Print verbatim the lines from the beginning of the entries through the line containing "position:relative; width:2453px; height:382px;", both ends included. Pictures should be left out.

===== Material for this exercise =====

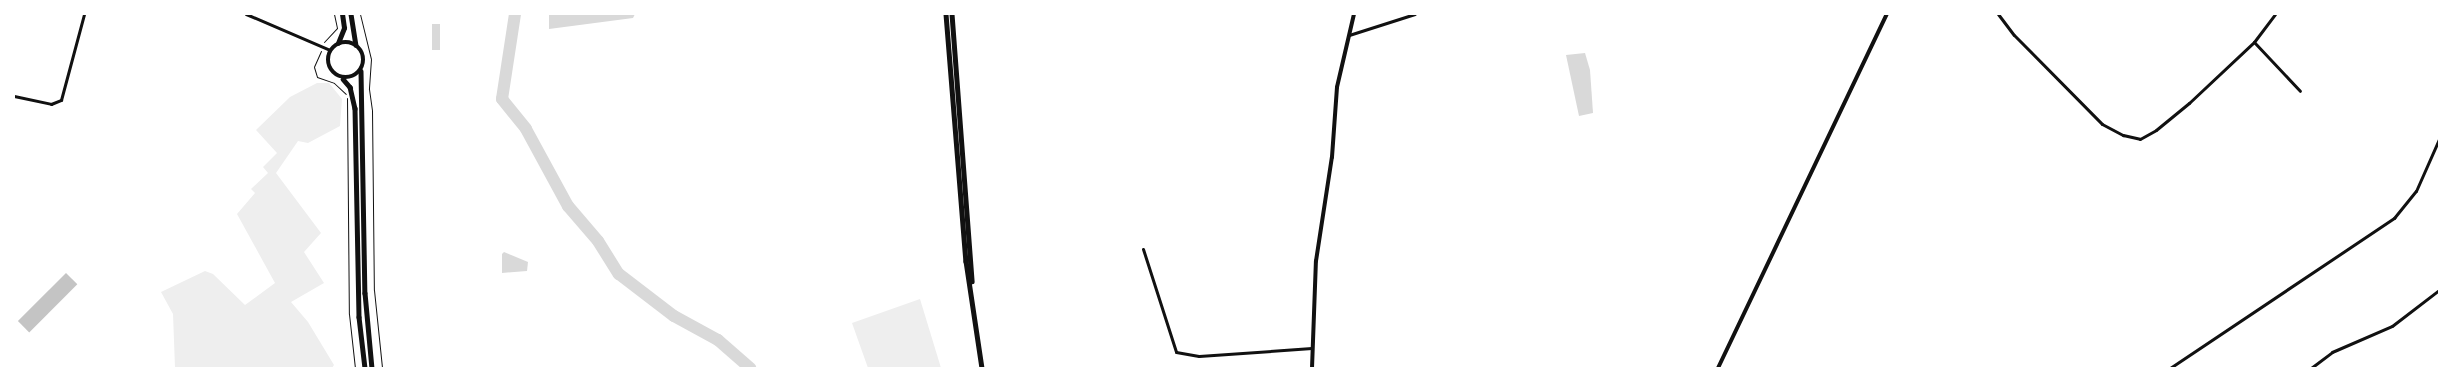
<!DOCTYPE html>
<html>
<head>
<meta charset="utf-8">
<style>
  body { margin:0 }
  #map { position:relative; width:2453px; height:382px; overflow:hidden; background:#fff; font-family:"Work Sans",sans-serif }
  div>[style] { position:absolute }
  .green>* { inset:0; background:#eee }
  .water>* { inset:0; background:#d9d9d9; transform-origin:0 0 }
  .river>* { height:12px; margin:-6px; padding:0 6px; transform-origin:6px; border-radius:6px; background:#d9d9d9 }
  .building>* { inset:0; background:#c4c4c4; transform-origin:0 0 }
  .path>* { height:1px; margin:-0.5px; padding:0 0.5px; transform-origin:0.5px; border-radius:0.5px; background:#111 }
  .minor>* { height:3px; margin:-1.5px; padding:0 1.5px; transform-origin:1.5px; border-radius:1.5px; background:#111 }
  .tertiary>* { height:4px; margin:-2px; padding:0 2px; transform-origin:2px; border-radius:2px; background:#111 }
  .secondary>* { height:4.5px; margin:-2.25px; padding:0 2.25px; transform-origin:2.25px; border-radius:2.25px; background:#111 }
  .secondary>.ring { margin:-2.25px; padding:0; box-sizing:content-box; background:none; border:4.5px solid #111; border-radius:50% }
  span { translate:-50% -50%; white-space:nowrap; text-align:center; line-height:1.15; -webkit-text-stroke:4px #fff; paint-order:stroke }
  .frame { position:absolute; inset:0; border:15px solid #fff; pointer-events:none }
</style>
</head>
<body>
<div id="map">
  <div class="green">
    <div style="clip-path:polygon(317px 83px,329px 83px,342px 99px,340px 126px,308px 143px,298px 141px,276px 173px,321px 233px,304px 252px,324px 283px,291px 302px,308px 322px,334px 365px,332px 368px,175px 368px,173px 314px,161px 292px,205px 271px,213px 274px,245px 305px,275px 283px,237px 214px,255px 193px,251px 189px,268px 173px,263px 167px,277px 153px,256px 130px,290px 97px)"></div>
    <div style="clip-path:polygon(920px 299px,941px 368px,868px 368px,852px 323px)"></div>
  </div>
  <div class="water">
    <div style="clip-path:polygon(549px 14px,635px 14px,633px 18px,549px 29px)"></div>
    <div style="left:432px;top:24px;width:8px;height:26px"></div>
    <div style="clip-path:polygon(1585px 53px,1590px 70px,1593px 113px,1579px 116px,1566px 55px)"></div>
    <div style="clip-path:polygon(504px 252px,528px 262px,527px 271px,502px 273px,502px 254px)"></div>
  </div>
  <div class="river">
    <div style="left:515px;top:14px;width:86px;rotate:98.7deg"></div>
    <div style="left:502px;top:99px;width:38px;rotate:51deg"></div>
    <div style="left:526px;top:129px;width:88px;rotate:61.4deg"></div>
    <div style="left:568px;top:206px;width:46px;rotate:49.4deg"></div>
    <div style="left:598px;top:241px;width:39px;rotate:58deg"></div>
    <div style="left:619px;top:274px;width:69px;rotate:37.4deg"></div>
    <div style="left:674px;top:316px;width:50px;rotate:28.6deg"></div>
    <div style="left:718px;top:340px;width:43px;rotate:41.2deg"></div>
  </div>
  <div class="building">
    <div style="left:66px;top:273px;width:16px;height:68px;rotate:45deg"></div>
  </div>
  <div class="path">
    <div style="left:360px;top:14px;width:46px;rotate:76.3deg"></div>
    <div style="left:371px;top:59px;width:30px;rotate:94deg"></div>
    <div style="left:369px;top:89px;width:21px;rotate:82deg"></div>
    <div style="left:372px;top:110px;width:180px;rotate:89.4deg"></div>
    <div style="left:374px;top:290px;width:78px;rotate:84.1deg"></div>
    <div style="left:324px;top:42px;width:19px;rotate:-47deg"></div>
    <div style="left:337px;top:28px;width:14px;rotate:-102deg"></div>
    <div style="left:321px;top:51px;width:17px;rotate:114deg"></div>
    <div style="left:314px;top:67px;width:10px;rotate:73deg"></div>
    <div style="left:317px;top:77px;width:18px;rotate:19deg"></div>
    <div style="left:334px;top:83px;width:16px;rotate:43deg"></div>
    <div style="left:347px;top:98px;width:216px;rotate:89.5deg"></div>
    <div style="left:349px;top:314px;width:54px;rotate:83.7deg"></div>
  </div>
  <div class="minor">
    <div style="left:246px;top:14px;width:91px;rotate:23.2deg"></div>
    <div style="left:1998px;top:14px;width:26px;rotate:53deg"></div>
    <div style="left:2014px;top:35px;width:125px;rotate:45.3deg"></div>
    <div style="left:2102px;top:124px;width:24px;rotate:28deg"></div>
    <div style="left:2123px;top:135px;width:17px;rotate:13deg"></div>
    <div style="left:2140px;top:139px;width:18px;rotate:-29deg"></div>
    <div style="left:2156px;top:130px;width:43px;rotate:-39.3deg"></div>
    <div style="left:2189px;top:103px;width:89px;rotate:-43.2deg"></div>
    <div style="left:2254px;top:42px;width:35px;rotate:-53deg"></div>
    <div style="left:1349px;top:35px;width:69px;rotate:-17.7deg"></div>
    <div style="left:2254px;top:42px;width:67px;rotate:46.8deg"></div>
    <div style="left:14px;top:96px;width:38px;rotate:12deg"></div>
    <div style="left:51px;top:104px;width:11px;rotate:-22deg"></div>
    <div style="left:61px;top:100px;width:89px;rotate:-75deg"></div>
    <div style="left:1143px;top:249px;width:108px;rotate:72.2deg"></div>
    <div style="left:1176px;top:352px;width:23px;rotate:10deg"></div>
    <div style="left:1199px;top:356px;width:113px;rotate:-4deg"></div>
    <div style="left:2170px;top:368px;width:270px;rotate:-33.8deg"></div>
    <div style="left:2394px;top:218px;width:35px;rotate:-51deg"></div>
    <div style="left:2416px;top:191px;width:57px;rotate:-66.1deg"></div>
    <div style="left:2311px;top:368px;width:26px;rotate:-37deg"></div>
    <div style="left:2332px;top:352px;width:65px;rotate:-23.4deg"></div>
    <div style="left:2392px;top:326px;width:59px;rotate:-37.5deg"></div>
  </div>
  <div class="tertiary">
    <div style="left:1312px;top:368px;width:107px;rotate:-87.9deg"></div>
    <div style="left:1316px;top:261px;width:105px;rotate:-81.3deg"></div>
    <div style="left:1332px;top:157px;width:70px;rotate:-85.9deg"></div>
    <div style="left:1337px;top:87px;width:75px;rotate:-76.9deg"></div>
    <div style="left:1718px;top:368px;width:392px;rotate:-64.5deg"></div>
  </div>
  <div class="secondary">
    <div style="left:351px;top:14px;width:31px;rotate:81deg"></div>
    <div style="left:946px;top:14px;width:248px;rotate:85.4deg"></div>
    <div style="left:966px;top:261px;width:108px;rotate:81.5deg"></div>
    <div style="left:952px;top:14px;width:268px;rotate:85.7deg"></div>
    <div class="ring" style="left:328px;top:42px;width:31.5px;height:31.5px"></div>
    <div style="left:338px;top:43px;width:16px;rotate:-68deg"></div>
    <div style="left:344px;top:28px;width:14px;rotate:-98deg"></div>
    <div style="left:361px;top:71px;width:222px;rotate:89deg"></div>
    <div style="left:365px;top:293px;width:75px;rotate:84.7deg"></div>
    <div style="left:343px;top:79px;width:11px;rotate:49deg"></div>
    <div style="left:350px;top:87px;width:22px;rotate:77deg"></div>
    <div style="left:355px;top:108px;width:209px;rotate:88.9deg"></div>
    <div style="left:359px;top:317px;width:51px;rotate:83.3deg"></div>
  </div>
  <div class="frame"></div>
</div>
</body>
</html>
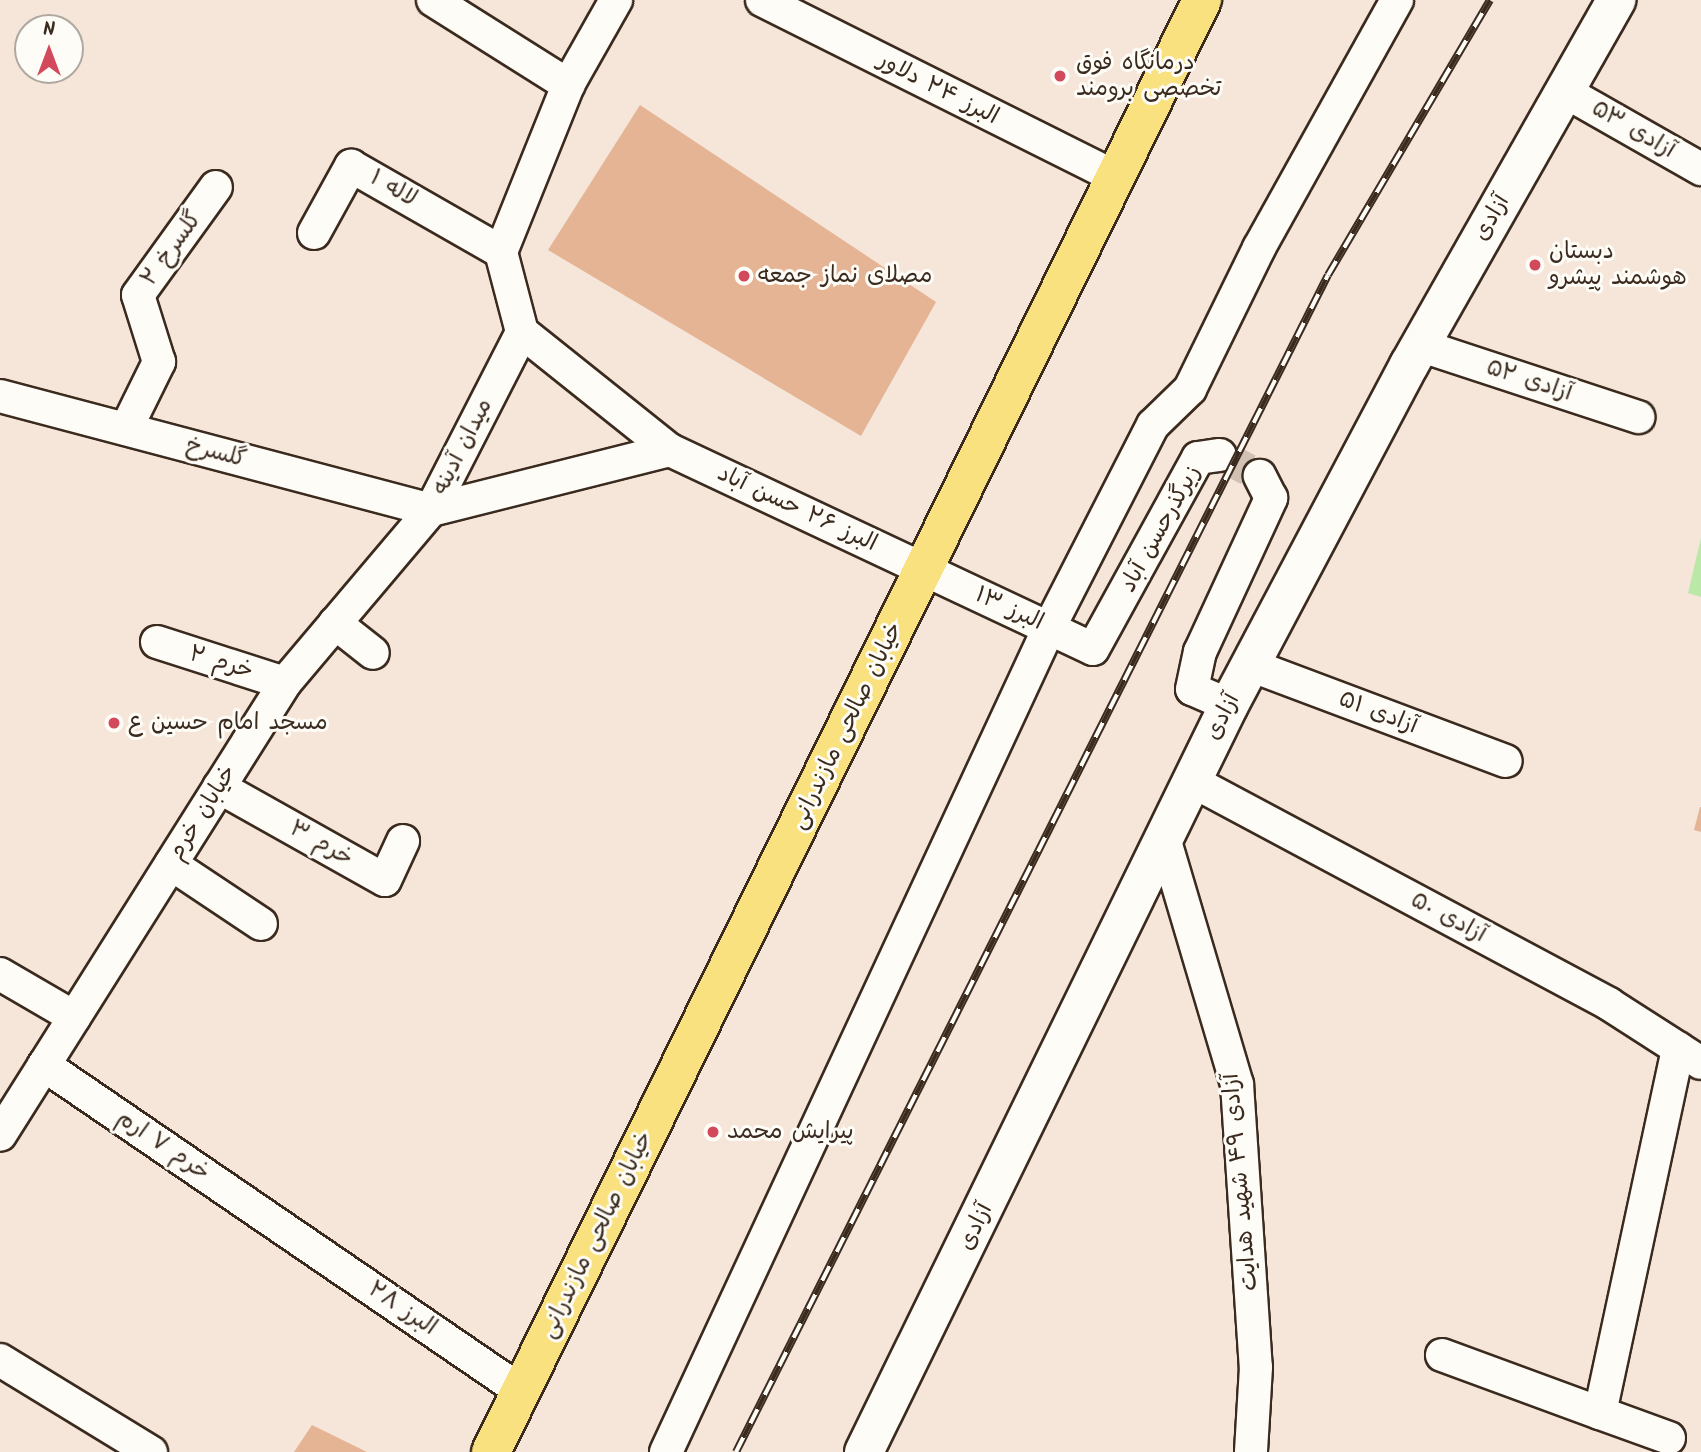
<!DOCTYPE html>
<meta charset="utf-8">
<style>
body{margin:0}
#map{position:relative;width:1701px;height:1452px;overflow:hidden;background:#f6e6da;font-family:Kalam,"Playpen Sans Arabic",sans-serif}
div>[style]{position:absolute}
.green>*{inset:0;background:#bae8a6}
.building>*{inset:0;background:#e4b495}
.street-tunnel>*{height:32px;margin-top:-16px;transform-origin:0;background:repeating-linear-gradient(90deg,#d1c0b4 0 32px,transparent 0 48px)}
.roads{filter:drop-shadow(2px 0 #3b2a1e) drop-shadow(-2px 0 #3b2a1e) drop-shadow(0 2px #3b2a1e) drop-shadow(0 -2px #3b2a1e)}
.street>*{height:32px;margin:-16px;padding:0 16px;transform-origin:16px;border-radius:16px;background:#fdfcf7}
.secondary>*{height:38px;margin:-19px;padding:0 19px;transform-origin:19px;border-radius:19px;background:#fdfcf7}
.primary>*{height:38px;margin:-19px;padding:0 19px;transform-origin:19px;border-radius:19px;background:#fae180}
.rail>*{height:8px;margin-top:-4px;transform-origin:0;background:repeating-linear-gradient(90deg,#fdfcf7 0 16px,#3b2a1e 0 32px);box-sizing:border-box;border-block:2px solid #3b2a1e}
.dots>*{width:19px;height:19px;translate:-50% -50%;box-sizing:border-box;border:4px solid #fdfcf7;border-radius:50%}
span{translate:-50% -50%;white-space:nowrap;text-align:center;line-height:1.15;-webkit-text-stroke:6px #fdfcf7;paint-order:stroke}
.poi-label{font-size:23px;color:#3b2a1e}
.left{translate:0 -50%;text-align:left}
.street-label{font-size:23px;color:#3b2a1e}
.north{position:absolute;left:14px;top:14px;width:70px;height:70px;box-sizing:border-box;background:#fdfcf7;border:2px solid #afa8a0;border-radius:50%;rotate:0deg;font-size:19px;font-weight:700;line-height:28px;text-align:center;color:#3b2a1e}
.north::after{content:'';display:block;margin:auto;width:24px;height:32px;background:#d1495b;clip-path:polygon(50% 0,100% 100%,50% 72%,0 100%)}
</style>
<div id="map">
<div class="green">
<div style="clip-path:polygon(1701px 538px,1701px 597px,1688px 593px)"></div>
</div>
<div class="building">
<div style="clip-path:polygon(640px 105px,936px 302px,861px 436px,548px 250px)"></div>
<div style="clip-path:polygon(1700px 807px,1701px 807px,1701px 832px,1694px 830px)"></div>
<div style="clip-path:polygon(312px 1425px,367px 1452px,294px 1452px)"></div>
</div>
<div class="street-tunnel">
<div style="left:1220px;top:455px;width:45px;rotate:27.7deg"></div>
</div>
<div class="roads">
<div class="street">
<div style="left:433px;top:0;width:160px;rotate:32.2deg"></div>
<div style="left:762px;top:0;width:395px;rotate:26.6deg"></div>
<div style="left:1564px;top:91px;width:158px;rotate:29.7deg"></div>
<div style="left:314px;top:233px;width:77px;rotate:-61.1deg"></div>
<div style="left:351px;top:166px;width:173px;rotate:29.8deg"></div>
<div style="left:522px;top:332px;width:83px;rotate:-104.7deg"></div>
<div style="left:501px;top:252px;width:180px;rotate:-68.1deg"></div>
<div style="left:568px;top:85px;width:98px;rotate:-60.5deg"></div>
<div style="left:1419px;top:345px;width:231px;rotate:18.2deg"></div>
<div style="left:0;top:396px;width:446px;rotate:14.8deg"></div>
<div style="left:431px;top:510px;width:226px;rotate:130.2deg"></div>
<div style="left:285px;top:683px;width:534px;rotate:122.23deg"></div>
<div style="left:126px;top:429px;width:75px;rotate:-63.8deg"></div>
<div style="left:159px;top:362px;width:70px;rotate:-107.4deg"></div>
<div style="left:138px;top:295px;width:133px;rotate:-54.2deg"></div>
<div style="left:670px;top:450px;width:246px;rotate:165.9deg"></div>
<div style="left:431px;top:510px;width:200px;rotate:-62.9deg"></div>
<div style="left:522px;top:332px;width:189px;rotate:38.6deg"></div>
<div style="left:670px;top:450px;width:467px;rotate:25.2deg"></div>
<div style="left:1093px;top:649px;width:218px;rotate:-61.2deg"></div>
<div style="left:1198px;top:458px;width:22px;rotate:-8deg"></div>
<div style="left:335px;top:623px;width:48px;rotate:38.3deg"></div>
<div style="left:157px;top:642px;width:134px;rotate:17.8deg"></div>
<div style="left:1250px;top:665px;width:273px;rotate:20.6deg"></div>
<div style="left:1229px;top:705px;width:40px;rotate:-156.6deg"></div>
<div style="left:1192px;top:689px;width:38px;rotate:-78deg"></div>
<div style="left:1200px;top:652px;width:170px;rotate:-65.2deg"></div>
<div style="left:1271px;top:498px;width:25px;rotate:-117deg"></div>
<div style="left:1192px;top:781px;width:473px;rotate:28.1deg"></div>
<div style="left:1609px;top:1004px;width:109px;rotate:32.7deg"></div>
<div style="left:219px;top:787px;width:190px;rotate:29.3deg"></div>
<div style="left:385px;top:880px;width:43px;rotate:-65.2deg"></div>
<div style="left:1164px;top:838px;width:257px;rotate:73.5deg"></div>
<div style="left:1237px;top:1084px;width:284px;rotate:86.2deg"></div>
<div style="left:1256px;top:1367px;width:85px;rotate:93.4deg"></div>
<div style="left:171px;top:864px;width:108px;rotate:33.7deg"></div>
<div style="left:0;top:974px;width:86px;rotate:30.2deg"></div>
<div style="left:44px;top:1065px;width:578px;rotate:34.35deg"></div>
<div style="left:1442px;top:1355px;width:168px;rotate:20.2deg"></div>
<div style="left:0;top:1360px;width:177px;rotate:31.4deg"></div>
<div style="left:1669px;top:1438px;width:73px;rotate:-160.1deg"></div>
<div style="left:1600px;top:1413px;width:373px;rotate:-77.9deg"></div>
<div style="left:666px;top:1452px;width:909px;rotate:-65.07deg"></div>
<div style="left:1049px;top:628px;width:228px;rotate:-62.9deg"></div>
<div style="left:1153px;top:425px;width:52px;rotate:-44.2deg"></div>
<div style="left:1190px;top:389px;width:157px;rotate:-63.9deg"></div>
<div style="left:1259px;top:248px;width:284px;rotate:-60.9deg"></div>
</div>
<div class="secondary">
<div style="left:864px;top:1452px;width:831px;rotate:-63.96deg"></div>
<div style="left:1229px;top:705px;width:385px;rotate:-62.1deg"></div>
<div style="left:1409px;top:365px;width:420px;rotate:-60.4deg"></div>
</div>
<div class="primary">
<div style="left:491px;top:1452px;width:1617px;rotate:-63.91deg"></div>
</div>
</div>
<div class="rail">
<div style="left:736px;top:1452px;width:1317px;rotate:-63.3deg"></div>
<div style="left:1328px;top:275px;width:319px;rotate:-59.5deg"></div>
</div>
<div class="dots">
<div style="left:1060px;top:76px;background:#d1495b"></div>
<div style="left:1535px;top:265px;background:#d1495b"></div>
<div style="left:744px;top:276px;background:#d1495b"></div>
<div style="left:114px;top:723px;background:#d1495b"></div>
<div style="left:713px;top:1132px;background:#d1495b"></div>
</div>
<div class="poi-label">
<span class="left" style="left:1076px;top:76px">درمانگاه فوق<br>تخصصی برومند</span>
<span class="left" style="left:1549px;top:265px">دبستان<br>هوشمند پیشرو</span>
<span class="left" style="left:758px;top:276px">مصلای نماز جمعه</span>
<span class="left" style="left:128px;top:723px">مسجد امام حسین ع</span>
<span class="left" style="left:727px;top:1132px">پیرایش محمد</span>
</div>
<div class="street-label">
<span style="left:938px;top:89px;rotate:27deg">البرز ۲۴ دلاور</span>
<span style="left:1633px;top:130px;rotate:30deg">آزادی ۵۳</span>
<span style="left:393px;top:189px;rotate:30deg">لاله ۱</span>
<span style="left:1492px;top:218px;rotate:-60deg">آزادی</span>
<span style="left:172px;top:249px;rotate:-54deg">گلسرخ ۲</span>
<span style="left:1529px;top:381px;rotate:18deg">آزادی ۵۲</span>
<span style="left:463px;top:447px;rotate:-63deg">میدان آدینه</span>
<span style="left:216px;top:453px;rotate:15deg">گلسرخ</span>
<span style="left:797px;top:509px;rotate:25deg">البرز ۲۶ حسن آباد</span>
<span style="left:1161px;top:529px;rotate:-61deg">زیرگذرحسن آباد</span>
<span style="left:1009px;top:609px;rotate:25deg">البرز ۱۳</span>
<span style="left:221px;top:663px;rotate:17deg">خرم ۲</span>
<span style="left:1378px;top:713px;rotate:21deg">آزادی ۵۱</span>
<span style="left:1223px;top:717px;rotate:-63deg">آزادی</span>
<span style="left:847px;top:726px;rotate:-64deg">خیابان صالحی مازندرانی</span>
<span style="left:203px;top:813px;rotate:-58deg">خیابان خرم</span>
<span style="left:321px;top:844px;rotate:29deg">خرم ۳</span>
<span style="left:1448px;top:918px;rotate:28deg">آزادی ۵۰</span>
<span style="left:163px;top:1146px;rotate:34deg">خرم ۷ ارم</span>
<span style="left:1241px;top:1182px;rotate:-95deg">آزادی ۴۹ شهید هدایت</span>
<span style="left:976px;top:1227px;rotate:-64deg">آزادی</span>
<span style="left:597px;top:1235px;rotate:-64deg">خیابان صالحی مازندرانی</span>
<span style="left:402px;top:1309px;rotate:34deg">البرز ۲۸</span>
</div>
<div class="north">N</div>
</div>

=====

Result
<!DOCTYPE html>
<html>
<head>
<meta charset="utf-8">
<style>
  body { margin:0 }
  #map { position:relative; width:2453px; height:382px; overflow:hidden; background:#fff; font-family:"Work Sans",sans-serif }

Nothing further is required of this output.